Task brief: Where a line of the material includes the string "pixel", copy that line.

Provided records:
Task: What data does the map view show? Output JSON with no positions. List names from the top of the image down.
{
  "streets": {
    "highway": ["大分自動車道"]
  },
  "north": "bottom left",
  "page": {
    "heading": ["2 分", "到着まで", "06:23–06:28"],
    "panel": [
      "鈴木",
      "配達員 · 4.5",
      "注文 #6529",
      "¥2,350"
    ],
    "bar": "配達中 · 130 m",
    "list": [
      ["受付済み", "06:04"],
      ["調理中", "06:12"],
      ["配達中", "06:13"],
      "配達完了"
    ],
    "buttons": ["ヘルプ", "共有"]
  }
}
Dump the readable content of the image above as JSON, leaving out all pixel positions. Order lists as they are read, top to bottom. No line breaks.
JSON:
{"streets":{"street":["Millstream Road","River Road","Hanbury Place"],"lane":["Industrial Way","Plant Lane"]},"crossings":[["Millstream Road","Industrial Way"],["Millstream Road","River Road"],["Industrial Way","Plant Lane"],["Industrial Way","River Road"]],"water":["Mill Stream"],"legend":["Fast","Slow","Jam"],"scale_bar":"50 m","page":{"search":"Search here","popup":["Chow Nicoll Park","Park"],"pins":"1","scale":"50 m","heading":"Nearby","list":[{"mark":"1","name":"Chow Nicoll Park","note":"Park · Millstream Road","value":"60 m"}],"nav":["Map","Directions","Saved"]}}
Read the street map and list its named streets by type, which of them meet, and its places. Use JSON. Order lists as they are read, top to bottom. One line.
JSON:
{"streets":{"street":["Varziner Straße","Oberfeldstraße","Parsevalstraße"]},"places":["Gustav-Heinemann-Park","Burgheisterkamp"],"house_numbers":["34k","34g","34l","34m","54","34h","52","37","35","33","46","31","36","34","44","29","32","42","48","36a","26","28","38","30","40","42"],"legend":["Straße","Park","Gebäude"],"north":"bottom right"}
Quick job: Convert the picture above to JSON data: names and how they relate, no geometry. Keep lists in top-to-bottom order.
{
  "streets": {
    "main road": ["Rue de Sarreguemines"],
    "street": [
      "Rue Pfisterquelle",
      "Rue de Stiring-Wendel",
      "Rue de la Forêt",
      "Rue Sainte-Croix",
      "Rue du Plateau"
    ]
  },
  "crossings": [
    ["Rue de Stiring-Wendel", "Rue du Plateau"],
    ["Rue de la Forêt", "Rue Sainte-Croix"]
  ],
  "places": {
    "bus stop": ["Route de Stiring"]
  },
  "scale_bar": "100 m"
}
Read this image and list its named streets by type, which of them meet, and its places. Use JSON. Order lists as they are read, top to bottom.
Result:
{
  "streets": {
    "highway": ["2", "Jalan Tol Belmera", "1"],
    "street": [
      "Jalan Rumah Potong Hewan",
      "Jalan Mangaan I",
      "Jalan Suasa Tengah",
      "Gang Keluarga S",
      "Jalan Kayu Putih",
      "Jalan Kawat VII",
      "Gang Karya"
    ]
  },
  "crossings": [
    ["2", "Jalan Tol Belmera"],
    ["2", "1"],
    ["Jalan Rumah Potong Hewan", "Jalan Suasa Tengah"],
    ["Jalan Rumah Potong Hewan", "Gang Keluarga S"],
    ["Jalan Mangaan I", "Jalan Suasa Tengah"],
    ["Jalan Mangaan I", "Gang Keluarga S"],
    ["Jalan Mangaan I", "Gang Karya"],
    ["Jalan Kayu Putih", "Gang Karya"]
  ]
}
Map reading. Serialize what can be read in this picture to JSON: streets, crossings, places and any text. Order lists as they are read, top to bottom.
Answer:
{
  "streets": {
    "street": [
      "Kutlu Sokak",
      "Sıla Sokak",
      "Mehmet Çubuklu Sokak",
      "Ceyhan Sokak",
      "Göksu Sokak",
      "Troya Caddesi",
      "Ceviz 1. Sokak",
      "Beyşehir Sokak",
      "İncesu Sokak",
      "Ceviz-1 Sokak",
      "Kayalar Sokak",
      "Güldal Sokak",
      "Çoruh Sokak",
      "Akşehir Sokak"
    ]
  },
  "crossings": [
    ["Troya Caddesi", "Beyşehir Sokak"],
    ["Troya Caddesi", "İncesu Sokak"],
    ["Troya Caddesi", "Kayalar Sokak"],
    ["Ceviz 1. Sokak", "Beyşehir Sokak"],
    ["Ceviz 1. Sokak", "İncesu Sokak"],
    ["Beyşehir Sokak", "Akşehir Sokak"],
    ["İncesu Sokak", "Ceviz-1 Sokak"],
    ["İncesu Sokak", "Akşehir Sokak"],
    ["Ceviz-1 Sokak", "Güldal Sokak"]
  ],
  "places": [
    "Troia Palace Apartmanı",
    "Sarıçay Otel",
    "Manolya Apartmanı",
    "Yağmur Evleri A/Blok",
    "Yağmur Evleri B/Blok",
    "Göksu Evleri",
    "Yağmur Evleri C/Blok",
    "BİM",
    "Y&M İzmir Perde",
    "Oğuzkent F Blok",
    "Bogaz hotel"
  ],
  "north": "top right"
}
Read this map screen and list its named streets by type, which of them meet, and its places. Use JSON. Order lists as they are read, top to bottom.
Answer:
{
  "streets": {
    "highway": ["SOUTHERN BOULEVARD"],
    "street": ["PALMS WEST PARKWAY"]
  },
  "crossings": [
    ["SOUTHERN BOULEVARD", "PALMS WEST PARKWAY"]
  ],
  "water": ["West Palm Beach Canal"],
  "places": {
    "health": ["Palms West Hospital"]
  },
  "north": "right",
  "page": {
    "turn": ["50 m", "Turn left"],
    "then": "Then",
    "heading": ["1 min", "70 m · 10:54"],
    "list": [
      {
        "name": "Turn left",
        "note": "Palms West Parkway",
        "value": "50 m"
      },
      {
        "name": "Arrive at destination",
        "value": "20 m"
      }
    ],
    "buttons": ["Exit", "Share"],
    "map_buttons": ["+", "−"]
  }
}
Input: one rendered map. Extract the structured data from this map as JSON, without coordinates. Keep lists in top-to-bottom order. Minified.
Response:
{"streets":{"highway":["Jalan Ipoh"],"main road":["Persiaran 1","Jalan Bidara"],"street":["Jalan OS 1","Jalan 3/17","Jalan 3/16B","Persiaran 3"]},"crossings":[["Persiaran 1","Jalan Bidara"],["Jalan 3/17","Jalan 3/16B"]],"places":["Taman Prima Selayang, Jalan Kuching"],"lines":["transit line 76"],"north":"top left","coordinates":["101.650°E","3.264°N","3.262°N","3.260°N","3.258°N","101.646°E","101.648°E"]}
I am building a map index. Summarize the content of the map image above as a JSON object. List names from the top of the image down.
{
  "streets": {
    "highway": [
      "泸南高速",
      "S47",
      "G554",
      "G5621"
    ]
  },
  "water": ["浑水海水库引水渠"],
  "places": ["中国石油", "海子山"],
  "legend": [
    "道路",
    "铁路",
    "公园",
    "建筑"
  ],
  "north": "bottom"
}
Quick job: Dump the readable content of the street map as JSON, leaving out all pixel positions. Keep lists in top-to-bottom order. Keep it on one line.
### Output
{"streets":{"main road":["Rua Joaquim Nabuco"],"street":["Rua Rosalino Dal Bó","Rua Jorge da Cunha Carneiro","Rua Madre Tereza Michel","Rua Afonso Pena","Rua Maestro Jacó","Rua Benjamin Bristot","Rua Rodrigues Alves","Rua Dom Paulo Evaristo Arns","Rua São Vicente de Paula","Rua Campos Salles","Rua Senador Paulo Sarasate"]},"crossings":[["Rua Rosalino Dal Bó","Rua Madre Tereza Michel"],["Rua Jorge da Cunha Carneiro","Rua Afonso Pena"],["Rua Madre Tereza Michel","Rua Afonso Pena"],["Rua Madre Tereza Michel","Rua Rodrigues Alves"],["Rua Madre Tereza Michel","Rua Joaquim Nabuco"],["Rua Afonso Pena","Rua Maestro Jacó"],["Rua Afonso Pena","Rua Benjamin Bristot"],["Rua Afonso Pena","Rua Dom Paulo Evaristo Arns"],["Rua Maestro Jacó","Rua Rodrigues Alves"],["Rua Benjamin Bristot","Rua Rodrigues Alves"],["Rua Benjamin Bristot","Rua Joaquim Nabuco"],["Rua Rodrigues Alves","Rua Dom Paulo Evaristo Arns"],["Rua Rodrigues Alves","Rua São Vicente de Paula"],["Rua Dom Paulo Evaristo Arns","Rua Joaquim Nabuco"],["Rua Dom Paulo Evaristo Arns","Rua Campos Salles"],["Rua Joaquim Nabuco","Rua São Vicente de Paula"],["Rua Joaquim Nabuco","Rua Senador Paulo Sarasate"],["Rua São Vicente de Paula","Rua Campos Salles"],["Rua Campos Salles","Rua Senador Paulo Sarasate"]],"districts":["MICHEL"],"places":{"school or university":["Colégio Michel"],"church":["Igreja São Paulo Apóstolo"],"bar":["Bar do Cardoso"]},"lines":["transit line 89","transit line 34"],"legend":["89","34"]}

Response:
Dump the readable content of the image above as JSON, leaving out all pixel positions. Order lists as they are read, top to bottom. No line breaks.
Quick job: Dump the readable content of the street map as JSON, leaving out all pixel positions. Keep lists in top-to-bottom order. Keep it on one line.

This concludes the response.